++++ Data to process
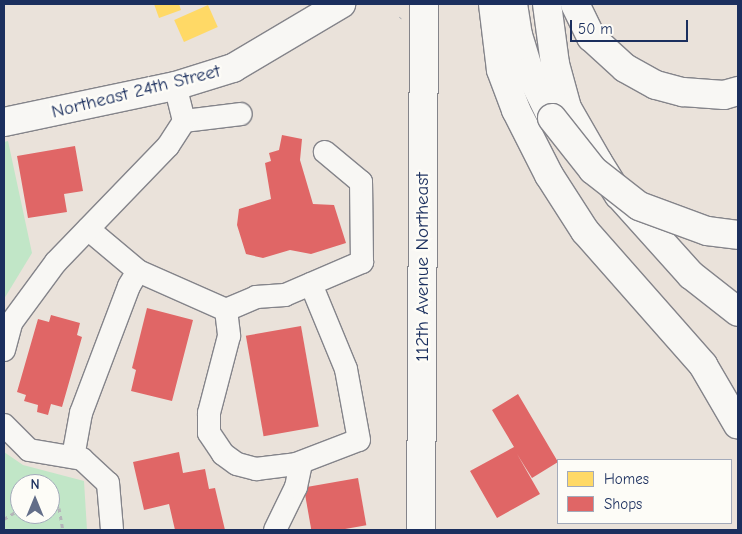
<!DOCTYPE html>
<html>
<head>
<meta charset="utf-8">
<style>
  body { margin:0 }
  #map { position:relative; width:742px; height:534px; overflow:hidden; background:#eae2da; font-family:"Comic Neue",sans-serif }
  div>[style] { position:absolute }
  [style*='--x'] { left:calc(var(--x)*1px); top:calc(var(--y)*1px); width:calc(var(--w)*1px); rotate:calc(var(--a)*1deg) }
  .green>* { inset:0; background:#c1e6c7 }
  .homes>* { inset:0; background:#ffd966; transform-origin:0 0 }
  .shops>* { inset:0; background:#e06666; transform-origin:0 0 }
  .path>* { height:3px; margin-top:-1.5px; transform-origin:0; background:repeating-linear-gradient(90deg,#b4b5b9 0 4px,transparent 0 8px) }
  .roads { filter:drop-shadow(1px 0 #84848a) drop-shadow(-1px 0 #84848a) drop-shadow(0 1px #84848a) drop-shadow(0 -1px #84848a) }
  .minor>* { height:22px; margin:-11px; padding:0 11px; transform-origin:11px; border-radius:11px; background:#f8f7f4 }
  .major>* { height:28px; margin:-14px; padding:0 14px; transform-origin:14px; border-radius:14px; background:#f8f7f4 }
  .highway>* { height:28px; margin:-14px; padding:0 14px; transform-origin:14px; border-radius:14px; background:#f8f7f4 }
  .bridges { filter:drop-shadow(1px 0 #84848a) drop-shadow(-1px 0 #84848a) drop-shadow(0 1px #84848a) drop-shadow(0 -1px #84848a) }
  .highway-bridge>* { height:28px; margin:-14px; padding:0 14px; transform-origin:14px; border-radius:14px; background:#f8f7f4 }
  span { translate:-50% -50%; white-space:nowrap; text-align:center; line-height:1.15; -webkit-text-stroke:5px #fdfcf7; paint-order:stroke }
  .street-label { font-size:19px; color:#1b2f5e }
  .frame { position:absolute; inset:0; border:5px solid #1b2f5e; pointer-events:none }
  .legend { position:absolute; left:557px; top:459px; width:175px; height:65px; box-sizing:border-box; background:#fdfcf7; border:1px solid #a3aaba; margin:0; padding:6px 9px; list-style:none; font-size:15px; color:#1b2f5e }
  .legend li { display:flex; align-items:center; gap:10px; height:25px }
  .legend b { width:25px; border:1px solid #a3aaba }
  .north { position:absolute; left:10px; top:474px; width:50px; height:50px; box-sizing:border-box; background:#fdfcf7; border:1px solid #a3aaba; border-radius:50%; rotate:0deg; font-size:14px; font-weight:700; line-height:20px; text-align:center; color:#1b2f5e }
  .north::after { content:''; display:block; margin:auto; width:18px; height:22px; background:#636e89; clip-path:polygon(50% 0,100% 100%,50% 72%,0 100%) }
  .scale { position:absolute; left:570px; top:20px; width:118px; height:22px; box-sizing:border-box; border:2px solid #1b2f5e; border-top:0; padding-left:6px; font-size:15px; line-height:18px; white-space:nowrap; color:#1b2f5e; -webkit-text-stroke:4px #fdfcf7; paint-order:stroke }
</style>
</head>
<body>
<div id="map">
  <div class="green">
    <i style="clip-path:polygon(8px 141px,32px 253px,4px 299px,4px 142px)"></i>
    <i style="clip-path:polygon(evenodd,4px 452px,23px 465px,84px 481px,87px 530px,4px 530px,4px 452px,20px 484px,50px 484px,50px 514px,20px 514px,20px 484px)"></i>
  </div>
  <div class="homes">
    <i style="clip-path:polygon(154px 4px,179px 4px,181px 10px,159px 18px)"></i>
    <i style="left:208px;top:5px;width:24px;height:37px;rotate:66deg"></i>
  </div>
  <div class="shops">
    <i style="clip-path:polygon(282px 135px,302px 139px,300px 160px,313px 204px,334px 205px,346px 243px,311px 254px,290px 250px,263px 258px,246px 254px,237px 225px,239px 209px,271px 199px,265px 163px,271px 161px,269px 153px,279px 150px)"></i>
    <i style="clip-path:polygon(75px 146px,83px 191px,64px 194px,67px 212px,28px 218px,17px 156px)"></i>
    <i style="clip-path:polygon(147px 308px,193px 320px,172px 401px,131px 391px,136px 370px,132px 368px)"></i>
    <i style="clip-path:polygon(51px 315px,80px 323px,77px 335px,82px 337px,62px 407px,51px 404px,48px 415px,37px 412px,38px 405px,24px 401px,26px 395px,17px 392px,38px 319px,49px 322px)"></i>
    <i style="left:301px;top:326px;width:102px;height:56px;rotate:80deg"></i>
    <i style="clip-path:polygon(518px 394px,558px 462px,532px 478px,517px 454px,540px 494px,497px 518px,470px 471px,514px 447px,492px 410px)"></i>
    <i style="clip-path:polygon(179px 452px,183px 473px,205px 469px,209px 489px,215px 488px,225px 530px,175px 530px,169px 504px,144px 510px,133px 462px)"></i>
    <i style="left:358px;top:478px;width:48px;height:55px;rotate:80deg"></i>
  </div>
  <div class="path">
    <i style="--x:400;--y:18;--w:1;--a:-45"></i>
    <i style="--x:50;--y:501;--w:11;--a:38"></i>
    <i style="--x:59;--y:508;--w:22;--a:80"></i>
    <i style="--x:4;--y:519;--w:19;--a:-32"></i>
  </div>
  <div class="roads">
    <div class="minor">
      <i style="--x:184;--y:121;--w:57;--a:-7"></i>
      <i style="--x:88;--y:229;--w:65;--a:40"></i>
      <i style="--x:138;--y:271;--w:96;--a:23.9"></i>
      <i style="--x:226;--y:310;--w:33;--a:-23"></i>
      <i style="--x:256;--y:297;--w:29;--a:-4"></i>
      <i style="--x:285;--y:295;--w:84;--a:-23.2"></i>
      <i style="--x:362;--y:262;--w:80;--a:-90.7"></i>
      <i style="--x:361;--y:182;--w:47;--a:-140.2"></i>
      <i style="--x:226;--y:310;--w:26;--a:83"></i>
      <i style="--x:229;--y:336;--w:80;--a:104.6"></i>
      <i style="--x:209;--y:413;--w:20;--a:90"></i>
      <i style="--x:209;--y:433;--w:25;--a:56"></i>
      <i style="--x:223;--y:454;--w:17;--a:36"></i>
      <i style="--x:237;--y:464;--w:20;--a:15"></i>
      <i style="--x:256;--y:469;--w:40;--a:-7.1"></i>
      <i style="--x:296;--y:464;--w:67;--a:-20.9"></i>
      <i style="--x:359;--y:440;--w:72;--a:-100.4"></i>
      <i style="--x:346;--y:369;--w:92;--a:-112.4"></i>
      <i style="--x:4;--y:350;--w:28;--a:-75"></i>
      <i style="--x:11;--y:323;--w:76;--a:-53.6"></i>
      <i style="--x:56;--y:262;--w:161;--a:-46"></i>
      <i style="--x:168;--y:146;--w:30;--a:-57"></i>
      <i style="--x:184;--y:121;--w:36;--a:-104"></i>
      <i style="--x:4;--y:425;--w:35;--a:45"></i>
      <i style="--x:29;--y:450;--w:54;--a:9.6"></i>
      <i style="--x:82;--y:459;--w:35;--a:43"></i>
      <i style="--x:108;--y:483;--w:47;--a:85.1"></i>
      <i style="--x:73;--y:457;--w:45;--a:-79.7"></i>
      <i style="--x:81;--y:413;--w:136;--a:-69.3"></i>
      <i style="--x:129;--y:286;--w:17;--a:-59"></i>
      <i style="--x:275;--y:530;--w:48;--a:-64"></i>
      <i style="--x:296;--y:487;--w:25;--a:-78"></i>
    </div>
    <div class="major">
      <i style="--x:4;--y:122;--w:175;--a:-11.9"></i>
      <i style="--x:175;--y:86;--w:61;--a:-17.2"></i>
      <i style="--x:233;--y:68;--w:126;--a:-30.7"></i>
      <i style="--x:421;--y:530;--w:526;--a:-89.67"></i>
    </div>
    <div class="highway">
      <i style="--x:493;--y:4;--w:66;--a:83.1"></i>
      <i style="--x:501;--y:70;--w:43;--a:69.4"></i>
      <i style="--x:516;--y:110;--w:73;--a:63.1"></i>
      <i style="--x:549;--y:175;--w:67;--a:57.3"></i>
      <i style="--x:585;--y:231;--w:179;--a:48.6"></i>
      <i style="--x:703;--y:365;--w:69;--a:59.7"></i>
      <i style="--x:513;--y:4;--w:31;--a:81"></i>
      <i style="--x:518;--y:35;--w:38;--a:73"></i>
      <i style="--x:529;--y:71;--w:52;--a:63.9"></i>
      <i style="--x:547;--y:4;--w:61;--a:82.4"></i>
      <i style="--x:555;--y:64;--w:46;--a:74.7"></i>
      <i style="--x:567;--y:108;--w:62;--a:60.1"></i>
      <i style="--x:598;--y:162;--w:39;--a:58"></i>
      <i style="--x:619;--y:195;--w:108;--a:48"></i>
      <i style="--x:691;--y:275;--w:60;--a:38.2"></i>
      <i style="--x:575;--y:4;--w:37;--a:64"></i>
      <i style="--x:591;--y:37;--w:46;--a:42.4"></i>
      <i style="--x:625;--y:68;--w:35;--a:29"></i>
      <i style="--x:656;--y:85;--w:28;--a:15"></i>
      <i style="--x:683;--y:92;--w:41;--a:4.2"></i>
      <i style="--x:724;--y:95;--w:15;--a:-16"></i>
    </div>
  </div>
  <div class="bridges">
    <div class="highway-bridge">
      <i style="--x:552;--y:118;--w:66;--a:51.7"></i>
      <i style="--x:593;--y:170;--w:58;--a:38"></i>
      <i style="--x:639;--y:206;--w:72;--a:20.2"></i>
      <i style="--x:707;--y:231;--w:31;--a:7"></i>
    </div>
  </div>
  <div class="street-label">
    <span style="left:136px;top:92px;rotate:-14deg">Northeast 24th Street</span>
    <span style="left:423px;top:267px;rotate:-90deg">112th Avenue Northeast</span>
  </div>
  <div class="frame"></div>
  <ul class="legend">
  <li><b style="height:14px;background:#ffd966"></b>Homes</li>
  <li><b style="height:14px;background:#e06666"></b>Shops</li>
  </ul>
  <div class="north">N</div>
  <div class="scale">50 m</div>
</div>
</body>
</html>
++++++++
Show all lines above containing "filter".

  .roads { filter:drop-shadow(1px 0 #84848a) drop-shadow(-1px 0 #84848a) drop-shadow(0 1px #84848a) drop-shadow(0 -1px #84848a) }
  .bridges { filter:drop-shadow(1px 0 #84848a) drop-shadow(-1px 0 #84848a) drop-shadow(0 1px #84848a) drop-shadow(0 -1px #84848a) }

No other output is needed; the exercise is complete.